Stevens Memorial Hall is the historic town hall of Chester, New Hampshire. The building, a large wood-frame structure completed in 1910, is located in the center of Chester at the junction of New Hampshire Routes 121 and 102. The building was listed on the National Register of Historic Places in 2004. It served as the center of the town's civic business until 2000, when town offices were relocated to a former school.

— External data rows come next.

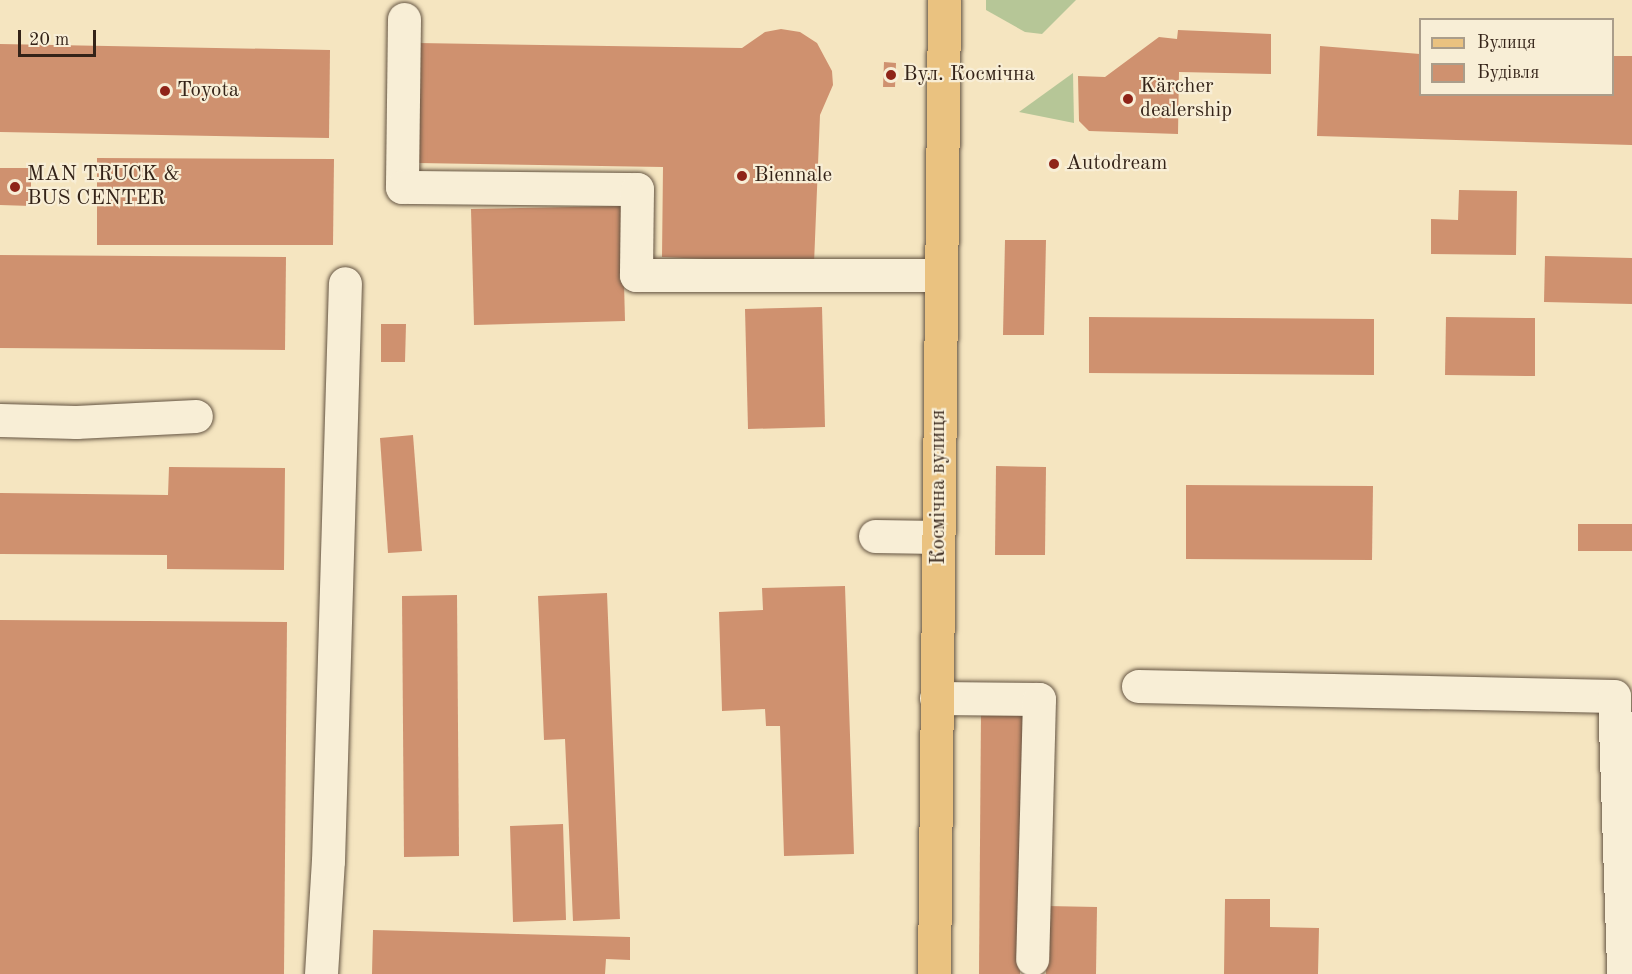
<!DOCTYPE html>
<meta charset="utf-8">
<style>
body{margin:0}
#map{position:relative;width:1632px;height:974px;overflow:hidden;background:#f5e5c0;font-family:"Old Standard TT",serif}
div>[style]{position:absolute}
.green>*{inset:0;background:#b6c697}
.building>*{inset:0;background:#cf916f}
.roads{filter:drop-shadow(0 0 2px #645442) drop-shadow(0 0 2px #645442)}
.minor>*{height:33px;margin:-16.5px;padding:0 16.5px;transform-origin:16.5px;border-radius:16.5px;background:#f8eed6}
.major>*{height:33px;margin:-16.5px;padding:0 16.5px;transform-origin:16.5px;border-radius:16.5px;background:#eac280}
.dots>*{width:16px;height:16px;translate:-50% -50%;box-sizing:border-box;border:3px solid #f8eed6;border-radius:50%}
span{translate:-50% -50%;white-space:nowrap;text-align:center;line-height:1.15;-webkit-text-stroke:4.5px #f8eed6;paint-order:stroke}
.poi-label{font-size:21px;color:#342318}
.left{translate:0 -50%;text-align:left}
.street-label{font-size:21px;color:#342318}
.legend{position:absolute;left:1419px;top:18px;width:195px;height:78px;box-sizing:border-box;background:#f8eed6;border:2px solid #aa9d8a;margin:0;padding:8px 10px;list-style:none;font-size:18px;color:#342318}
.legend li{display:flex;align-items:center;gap:12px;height:30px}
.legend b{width:30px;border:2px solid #aa9d8a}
.scale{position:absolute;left:18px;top:30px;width:78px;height:27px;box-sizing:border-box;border:3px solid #342318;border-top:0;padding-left:8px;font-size:18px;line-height:21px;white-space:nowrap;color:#342318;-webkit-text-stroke:4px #f8eed6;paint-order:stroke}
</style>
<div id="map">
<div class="green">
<i style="clip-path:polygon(986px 0,1076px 0,1042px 34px,1025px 32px,986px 10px)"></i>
<i style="clip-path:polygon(1073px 73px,1074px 123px,1019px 112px)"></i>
</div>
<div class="building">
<i style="clip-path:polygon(781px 29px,800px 32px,817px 43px,832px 71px,833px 85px,820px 115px,814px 264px,662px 257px,663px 167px,418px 163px,418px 43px,742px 48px,765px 32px)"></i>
<i style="clip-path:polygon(1178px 30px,1271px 34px,1271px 74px,1179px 72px,1178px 134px,1089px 131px,1079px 121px,1078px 76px,1105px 77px,1159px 37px,1177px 39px)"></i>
<i style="clip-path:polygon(0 44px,330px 50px,329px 138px,0 132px)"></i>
<i style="clip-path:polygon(1320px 46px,1420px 54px,1420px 94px,1612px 94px,1612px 56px,1632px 56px,1632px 145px,1317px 136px)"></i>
<i style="clip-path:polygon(884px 62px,896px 63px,895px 87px,883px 87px)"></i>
<i style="clip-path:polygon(97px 158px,334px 159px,333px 245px,97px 245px)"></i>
<i style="clip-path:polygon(0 168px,31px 168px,31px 206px,0 205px)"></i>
<i style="clip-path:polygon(1459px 190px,1517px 191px,1516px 255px,1431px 254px,1431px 219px,1458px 220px)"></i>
<i style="clip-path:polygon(622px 206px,625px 321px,474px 325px,471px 209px)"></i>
<i style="clip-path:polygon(1005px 240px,1046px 240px,1044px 335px,1003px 335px)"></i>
<i style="clip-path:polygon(0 255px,286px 257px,285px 350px,0 348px)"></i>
<i style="clip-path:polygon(1545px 256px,1632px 258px,1632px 304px,1544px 302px)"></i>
<i style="clip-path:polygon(822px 307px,825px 427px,748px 429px,745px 309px)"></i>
<i style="clip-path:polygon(1089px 317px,1374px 319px,1374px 375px,1089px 373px)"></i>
<i style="clip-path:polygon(1446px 317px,1535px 318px,1535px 376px,1445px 375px)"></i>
<i style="clip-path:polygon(381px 324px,406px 324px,405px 362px,381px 362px)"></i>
<i style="clip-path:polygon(413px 435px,422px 551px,388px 553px,380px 438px)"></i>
<i style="clip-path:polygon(996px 466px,1046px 467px,1045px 555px,995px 555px)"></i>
<i style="clip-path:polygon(169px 467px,285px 468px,284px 570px,167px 569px,167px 555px,0 554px,0 493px,168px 495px)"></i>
<i style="clip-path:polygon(1186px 485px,1373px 486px,1372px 560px,1186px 559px)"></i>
<i style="clip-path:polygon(1578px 524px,1632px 524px,1632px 551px,1578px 551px)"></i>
<i style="clip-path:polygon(845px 586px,854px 854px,784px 856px,780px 726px,766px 726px,765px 709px,722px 711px,719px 612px,763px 610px,762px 588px)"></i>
<i style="clip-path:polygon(607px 593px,620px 919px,573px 921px,565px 739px,544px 740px,538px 596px)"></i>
<i style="clip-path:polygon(457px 595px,459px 856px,404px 857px,402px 596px)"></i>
<i style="clip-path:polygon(0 620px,287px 622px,284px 974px,0 974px)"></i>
<i style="clip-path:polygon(981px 712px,1023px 712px,1020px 974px,979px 974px)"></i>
<i style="clip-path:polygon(563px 824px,566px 920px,513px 922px,510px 826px)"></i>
<i style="clip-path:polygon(1225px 899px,1270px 899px,1270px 927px,1319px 928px,1318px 974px,1224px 974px)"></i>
<i style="clip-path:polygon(1047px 906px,1097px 907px,1096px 974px,1046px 974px)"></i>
<i style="clip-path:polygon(373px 930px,630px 937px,630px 960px,606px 959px,605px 974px,372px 974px)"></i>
</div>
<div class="roads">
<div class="minor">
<i style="left:404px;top:19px;width:168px;rotate:90.7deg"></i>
<i style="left:402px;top:187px;width:235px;rotate:0.5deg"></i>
<i style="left:637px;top:189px;width:86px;rotate:90.7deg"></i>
<i style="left:636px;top:275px;width:304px"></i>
<i style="left:0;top:420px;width:76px;rotate:1.5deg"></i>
<i style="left:76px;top:422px;width:120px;rotate:-2.9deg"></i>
<i style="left:875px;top:536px;width:63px;rotate:0.9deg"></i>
<i style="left:1138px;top:686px;width:476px;rotate:1.2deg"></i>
<i style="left:1614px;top:696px;width:278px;rotate:88.1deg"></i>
<i style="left:936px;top:698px;width:103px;rotate:0.6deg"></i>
<i style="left:1039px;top:699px;width:260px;rotate:91.5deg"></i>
<i style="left:321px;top:974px;width:113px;rotate:-86.5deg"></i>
<i style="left:328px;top:861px;width:578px;rotate:-88.32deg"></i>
</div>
<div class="major">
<i style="left:934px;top:974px;width:974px;rotate:-89.41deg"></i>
</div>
</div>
<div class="dots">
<i style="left:891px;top:75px;background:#8f2418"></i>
<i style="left:165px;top:91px;background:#8f2418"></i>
<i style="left:1128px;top:99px;background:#8f2418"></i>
<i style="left:1054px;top:164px;background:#8f2418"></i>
<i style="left:742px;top:176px;background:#8f2418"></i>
<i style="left:15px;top:187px;background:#8f2418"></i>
</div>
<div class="poi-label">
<span class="left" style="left:903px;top:75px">Вул. Космічна</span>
<span class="left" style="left:1140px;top:99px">Kärcher<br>dealership</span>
<span class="left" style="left:177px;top:91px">Toyota</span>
<span class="left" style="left:1066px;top:164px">Autodream</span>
<span class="left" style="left:27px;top:187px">MAN TRUCK &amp;<br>BUS CENTER</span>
<span class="left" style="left:754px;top:176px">Biennale</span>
</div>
<div class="street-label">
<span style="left:939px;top:487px;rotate:-90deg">Космічна вулиця</span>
</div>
<ul class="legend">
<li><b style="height:8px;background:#eac280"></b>Вулиця</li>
<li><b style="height:16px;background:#cf916f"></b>Будівля</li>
</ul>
<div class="scale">20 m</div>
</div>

==Description and history==
Stevens Memorial Hall occupies a prominent site at the southwest corner of New Hampshire Routes 121 and 102. It is a large two-story wood-frame structure that is basically Colonial Revival in style, with some Queen Anne touches. It is covered by a hip roof, with a square belfry at the northwest corner, covered by a bellcast roof. The main facade is divided into three sections, with an asymmetrical arrangement of windows, and a center entrance sheltered by a porch supported by slender round columns mounted on square bases. The inside ground floor historically housed town offices. The basement level, originally unfinished, was adapted for use as a police station in the 1970s. The upper floor consists of a large auditorium space used for civic and social functions, with a stage, dressing room, and balcony.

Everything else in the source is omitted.